Tuesday, September 2, 2025

250 Words on Gray Divorce

[I try to start my day writing 250 words on anything. I’ll post one every Tuesday until I run out of good ones.]

There’s a social trend called “gray divorce,” in which older people who’ve been married for decades split up, to the astonishment of their families and friends. Often the couples seem happy, faithful, settled, comfortable. Why upset the status quo? Why not just run out the clock?

I don’t want a gray divorce but I do think I understand it. As I get older, the idea that I have a finite and shrinking number of days on Earth grows more insistent, and I sometimes ask myself:

“Do I really want to put up with this for the rest of my life?”
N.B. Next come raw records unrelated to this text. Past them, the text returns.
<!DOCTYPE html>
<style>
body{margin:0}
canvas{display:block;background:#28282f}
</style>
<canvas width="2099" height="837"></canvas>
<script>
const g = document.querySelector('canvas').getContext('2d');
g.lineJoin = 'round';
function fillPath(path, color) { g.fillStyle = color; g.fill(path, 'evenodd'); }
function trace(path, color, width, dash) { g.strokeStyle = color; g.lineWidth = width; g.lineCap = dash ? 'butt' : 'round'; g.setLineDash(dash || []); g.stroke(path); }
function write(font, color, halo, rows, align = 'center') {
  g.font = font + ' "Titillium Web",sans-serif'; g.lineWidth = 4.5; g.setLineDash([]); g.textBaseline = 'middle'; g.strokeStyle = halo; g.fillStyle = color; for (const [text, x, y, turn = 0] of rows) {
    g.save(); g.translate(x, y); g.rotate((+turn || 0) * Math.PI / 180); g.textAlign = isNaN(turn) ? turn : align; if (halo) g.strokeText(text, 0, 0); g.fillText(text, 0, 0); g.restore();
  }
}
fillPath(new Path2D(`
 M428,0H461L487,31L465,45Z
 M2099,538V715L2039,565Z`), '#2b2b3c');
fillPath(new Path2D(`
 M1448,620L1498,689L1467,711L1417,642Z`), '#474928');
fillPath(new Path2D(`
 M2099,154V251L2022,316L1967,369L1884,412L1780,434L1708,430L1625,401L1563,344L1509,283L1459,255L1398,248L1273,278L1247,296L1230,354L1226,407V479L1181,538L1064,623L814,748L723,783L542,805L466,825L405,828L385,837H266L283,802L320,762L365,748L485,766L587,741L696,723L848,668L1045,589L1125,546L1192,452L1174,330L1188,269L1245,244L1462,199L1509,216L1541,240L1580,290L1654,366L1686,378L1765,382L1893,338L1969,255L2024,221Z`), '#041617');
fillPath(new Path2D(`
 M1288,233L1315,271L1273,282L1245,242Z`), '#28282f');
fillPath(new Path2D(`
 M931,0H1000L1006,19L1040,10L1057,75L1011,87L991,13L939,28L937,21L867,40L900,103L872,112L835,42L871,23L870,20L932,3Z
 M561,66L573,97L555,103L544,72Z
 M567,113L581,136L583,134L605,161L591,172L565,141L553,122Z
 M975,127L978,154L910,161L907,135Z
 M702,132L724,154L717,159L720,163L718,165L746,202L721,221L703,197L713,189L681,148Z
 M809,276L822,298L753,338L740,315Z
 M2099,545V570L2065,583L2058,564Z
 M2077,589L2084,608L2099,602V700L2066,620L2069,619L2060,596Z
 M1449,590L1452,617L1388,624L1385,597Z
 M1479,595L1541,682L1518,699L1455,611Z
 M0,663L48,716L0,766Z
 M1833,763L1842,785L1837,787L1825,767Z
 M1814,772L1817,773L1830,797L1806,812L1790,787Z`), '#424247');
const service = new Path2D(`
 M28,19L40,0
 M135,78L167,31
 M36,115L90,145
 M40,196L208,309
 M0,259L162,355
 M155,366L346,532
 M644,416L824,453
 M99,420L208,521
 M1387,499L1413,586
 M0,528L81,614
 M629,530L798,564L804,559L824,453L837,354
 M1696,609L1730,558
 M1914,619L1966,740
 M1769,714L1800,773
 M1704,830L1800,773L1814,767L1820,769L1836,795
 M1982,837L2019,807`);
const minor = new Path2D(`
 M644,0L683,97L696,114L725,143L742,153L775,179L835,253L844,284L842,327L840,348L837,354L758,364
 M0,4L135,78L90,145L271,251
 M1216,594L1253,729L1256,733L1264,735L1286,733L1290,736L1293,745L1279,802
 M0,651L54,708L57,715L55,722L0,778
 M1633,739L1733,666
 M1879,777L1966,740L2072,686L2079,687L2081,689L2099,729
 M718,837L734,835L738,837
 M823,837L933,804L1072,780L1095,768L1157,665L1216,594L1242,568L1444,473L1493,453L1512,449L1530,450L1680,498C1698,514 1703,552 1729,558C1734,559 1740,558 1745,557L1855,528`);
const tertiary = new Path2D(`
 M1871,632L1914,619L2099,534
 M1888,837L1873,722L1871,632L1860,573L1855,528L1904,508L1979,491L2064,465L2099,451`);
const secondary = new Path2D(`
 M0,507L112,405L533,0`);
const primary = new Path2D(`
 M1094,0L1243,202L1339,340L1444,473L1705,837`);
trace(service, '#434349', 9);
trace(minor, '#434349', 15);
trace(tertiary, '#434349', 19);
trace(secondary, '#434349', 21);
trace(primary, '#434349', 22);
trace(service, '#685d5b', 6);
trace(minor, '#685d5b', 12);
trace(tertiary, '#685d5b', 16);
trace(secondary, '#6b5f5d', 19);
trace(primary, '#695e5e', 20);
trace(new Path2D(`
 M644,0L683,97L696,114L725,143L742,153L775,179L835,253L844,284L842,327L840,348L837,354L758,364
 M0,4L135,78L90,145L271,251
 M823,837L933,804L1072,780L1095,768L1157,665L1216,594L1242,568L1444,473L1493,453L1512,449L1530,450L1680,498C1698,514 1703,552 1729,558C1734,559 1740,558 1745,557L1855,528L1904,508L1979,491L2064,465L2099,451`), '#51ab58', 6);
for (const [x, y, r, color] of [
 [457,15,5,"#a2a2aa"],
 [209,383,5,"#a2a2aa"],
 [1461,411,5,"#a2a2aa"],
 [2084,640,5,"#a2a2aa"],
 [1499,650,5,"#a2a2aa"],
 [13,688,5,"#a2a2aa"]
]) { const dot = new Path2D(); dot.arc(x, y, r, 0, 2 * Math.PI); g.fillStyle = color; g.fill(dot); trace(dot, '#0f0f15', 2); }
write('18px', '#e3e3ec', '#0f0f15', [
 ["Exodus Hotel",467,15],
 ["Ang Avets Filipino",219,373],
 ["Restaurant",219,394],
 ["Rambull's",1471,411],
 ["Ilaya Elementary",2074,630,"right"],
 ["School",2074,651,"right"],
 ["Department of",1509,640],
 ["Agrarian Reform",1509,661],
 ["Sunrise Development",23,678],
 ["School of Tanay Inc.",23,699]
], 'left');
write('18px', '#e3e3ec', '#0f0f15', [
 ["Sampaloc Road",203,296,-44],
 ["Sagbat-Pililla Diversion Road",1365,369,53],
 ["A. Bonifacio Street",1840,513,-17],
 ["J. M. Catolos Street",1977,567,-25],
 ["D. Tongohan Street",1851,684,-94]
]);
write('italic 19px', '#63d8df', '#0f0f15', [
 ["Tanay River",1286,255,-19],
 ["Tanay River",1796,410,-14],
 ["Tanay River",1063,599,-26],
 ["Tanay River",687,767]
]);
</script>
“This” could be almost anything: Socializing with people I don’t like. Traveling to places I don’t want to go. Eating food I don’t want to eat. Caring what anyone else thinks. Enduring the hundreds of little obligations we all bear, many of them optional. 
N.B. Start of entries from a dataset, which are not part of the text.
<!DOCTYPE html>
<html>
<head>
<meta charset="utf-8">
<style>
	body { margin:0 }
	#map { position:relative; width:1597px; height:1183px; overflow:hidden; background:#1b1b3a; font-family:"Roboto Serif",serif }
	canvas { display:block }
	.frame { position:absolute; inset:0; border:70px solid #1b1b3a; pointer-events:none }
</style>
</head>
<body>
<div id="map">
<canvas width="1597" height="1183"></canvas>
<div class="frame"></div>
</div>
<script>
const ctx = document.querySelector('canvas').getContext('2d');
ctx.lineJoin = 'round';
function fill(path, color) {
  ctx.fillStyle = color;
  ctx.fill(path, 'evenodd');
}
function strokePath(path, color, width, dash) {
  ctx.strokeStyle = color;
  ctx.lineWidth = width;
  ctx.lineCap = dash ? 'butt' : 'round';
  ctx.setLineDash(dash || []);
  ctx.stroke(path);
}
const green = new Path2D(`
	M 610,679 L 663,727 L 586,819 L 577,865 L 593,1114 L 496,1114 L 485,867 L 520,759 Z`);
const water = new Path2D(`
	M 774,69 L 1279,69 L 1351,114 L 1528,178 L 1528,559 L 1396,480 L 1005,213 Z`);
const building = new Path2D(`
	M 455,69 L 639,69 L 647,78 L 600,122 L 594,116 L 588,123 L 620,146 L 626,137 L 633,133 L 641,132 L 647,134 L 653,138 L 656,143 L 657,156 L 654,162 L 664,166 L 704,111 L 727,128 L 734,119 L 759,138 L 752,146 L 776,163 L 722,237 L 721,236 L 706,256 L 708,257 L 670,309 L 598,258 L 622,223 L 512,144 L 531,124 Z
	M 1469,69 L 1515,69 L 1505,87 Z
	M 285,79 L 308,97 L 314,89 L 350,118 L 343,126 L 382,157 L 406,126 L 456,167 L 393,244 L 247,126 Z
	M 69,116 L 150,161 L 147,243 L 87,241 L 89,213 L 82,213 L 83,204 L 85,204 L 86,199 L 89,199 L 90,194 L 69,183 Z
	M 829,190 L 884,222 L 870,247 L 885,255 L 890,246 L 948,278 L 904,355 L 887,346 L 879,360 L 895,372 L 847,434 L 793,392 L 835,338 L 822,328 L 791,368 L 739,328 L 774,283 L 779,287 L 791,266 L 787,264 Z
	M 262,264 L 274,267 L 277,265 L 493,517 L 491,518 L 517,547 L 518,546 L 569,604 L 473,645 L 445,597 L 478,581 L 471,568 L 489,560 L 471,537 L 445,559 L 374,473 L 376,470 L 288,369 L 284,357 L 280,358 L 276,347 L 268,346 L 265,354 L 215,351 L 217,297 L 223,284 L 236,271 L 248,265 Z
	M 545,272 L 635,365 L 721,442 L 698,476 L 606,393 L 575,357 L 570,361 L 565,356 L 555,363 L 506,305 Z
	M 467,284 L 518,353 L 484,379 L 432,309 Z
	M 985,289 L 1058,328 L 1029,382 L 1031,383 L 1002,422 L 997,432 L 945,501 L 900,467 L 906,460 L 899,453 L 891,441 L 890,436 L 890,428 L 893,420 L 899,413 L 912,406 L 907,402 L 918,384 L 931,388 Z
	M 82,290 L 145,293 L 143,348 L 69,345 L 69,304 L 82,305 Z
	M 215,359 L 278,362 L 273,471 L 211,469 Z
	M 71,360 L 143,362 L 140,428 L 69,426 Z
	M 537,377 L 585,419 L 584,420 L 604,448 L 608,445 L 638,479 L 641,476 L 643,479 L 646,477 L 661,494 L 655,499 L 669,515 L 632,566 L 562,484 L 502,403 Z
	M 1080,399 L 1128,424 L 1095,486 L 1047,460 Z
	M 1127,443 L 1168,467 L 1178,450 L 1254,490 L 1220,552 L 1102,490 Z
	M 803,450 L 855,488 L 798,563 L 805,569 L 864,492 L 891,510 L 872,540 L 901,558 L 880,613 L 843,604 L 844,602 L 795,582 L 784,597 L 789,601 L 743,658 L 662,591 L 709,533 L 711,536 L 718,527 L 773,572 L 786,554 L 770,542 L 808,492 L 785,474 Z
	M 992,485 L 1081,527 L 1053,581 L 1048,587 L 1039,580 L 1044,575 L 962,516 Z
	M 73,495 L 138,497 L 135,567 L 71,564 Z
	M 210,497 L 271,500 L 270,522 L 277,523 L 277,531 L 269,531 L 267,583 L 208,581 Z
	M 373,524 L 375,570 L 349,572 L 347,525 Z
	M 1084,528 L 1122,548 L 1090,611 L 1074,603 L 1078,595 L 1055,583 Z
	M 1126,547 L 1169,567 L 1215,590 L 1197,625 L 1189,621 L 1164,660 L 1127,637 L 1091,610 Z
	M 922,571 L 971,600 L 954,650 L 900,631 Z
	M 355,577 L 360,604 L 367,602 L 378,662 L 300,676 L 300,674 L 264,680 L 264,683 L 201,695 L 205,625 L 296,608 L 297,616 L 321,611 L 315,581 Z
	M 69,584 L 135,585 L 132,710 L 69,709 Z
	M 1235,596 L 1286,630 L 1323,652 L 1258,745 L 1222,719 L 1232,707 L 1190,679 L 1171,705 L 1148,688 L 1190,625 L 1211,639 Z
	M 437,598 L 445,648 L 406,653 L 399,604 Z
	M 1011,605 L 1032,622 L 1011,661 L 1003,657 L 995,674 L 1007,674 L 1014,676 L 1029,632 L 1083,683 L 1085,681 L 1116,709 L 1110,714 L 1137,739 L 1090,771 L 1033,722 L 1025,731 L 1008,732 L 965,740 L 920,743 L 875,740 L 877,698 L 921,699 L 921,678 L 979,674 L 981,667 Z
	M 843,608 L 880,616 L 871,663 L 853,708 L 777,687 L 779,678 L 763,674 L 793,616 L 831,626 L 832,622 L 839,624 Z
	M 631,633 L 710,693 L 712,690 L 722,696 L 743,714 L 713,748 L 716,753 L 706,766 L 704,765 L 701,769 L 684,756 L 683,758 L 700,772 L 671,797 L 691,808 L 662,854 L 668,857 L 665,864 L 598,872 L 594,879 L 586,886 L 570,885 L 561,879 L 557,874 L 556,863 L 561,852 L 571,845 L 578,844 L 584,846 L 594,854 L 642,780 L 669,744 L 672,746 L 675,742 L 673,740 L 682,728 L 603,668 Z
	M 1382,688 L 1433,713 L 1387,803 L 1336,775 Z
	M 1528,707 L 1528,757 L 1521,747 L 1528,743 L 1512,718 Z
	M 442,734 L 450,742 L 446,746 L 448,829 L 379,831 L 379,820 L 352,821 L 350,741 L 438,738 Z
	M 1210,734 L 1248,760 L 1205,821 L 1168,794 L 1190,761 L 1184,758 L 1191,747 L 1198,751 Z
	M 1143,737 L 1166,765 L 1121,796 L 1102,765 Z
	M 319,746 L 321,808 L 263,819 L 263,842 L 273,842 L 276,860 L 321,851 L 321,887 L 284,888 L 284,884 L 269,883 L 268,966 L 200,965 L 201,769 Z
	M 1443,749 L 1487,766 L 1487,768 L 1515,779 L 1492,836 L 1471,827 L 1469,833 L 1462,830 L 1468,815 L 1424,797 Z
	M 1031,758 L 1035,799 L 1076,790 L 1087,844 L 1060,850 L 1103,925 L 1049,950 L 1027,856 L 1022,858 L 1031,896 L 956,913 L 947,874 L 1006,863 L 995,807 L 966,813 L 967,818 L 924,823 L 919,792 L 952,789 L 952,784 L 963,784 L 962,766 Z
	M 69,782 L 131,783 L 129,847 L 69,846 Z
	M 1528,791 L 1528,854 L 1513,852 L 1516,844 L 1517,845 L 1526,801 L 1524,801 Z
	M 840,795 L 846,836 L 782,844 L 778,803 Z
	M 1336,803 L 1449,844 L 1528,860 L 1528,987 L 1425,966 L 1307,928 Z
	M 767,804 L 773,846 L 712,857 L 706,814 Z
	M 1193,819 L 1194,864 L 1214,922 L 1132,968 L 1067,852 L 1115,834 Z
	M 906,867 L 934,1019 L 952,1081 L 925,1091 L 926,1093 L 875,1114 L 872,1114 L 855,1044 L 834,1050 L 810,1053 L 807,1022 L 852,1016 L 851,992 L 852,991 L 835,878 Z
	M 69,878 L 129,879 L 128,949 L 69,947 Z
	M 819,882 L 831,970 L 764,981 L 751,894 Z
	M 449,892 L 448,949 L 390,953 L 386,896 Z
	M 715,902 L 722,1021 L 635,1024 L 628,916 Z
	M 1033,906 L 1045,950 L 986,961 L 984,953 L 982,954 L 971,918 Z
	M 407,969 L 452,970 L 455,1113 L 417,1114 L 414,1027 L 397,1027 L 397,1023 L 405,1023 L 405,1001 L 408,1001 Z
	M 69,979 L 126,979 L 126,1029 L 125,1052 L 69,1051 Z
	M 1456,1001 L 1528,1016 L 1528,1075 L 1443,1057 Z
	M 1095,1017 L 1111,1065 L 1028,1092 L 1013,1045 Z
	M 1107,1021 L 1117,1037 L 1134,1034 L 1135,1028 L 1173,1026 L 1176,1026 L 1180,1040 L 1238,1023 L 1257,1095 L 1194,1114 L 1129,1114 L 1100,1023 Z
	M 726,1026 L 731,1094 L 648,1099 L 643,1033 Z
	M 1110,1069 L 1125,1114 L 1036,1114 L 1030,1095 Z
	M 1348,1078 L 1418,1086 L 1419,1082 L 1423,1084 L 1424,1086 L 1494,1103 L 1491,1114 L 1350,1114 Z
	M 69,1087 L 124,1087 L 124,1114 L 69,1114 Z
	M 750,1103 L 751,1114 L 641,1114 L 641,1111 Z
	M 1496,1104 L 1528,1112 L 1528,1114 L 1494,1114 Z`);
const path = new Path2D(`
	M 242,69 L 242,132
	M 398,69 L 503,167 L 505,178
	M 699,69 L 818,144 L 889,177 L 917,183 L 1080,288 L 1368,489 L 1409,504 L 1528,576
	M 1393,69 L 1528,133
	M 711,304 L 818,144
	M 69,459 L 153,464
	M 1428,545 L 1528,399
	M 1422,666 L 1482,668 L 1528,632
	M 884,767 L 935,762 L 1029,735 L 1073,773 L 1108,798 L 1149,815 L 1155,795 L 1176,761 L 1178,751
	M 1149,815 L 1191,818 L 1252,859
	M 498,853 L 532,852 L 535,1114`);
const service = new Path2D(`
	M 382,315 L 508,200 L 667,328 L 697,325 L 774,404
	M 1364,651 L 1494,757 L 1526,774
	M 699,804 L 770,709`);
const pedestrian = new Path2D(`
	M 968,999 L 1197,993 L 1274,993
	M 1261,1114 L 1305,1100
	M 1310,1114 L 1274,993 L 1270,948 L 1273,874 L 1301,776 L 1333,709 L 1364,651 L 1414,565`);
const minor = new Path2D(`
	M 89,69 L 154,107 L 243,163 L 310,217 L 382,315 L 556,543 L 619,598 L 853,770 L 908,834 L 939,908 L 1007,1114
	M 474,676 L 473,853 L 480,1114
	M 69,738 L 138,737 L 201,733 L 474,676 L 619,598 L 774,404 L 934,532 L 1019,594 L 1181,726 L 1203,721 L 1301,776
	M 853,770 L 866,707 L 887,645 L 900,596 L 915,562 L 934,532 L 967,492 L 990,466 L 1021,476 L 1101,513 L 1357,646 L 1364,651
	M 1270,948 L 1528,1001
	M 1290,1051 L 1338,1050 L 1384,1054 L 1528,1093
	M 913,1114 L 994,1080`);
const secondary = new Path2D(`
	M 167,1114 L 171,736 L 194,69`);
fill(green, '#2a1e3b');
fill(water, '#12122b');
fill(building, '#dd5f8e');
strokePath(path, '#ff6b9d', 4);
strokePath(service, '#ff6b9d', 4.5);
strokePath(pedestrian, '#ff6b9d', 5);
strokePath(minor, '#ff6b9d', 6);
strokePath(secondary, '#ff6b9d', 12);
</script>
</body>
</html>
There’s a perception that people lose their inhibitions and get cranky as they age. I don’t think their personalities change; I think they just drop their masks because they don't need them anymore. Sometimes that reveals an angry bigot, but more often, I think, it frees them to be who they want to be, do what they want to do, and fly their freak flags in all their colors. 

I’m no psychologist, but I imagine many gray divorces happen when one person looks at their spouse and thinks, “The obligation I really don’t want to put up with for the rest of my life is you.”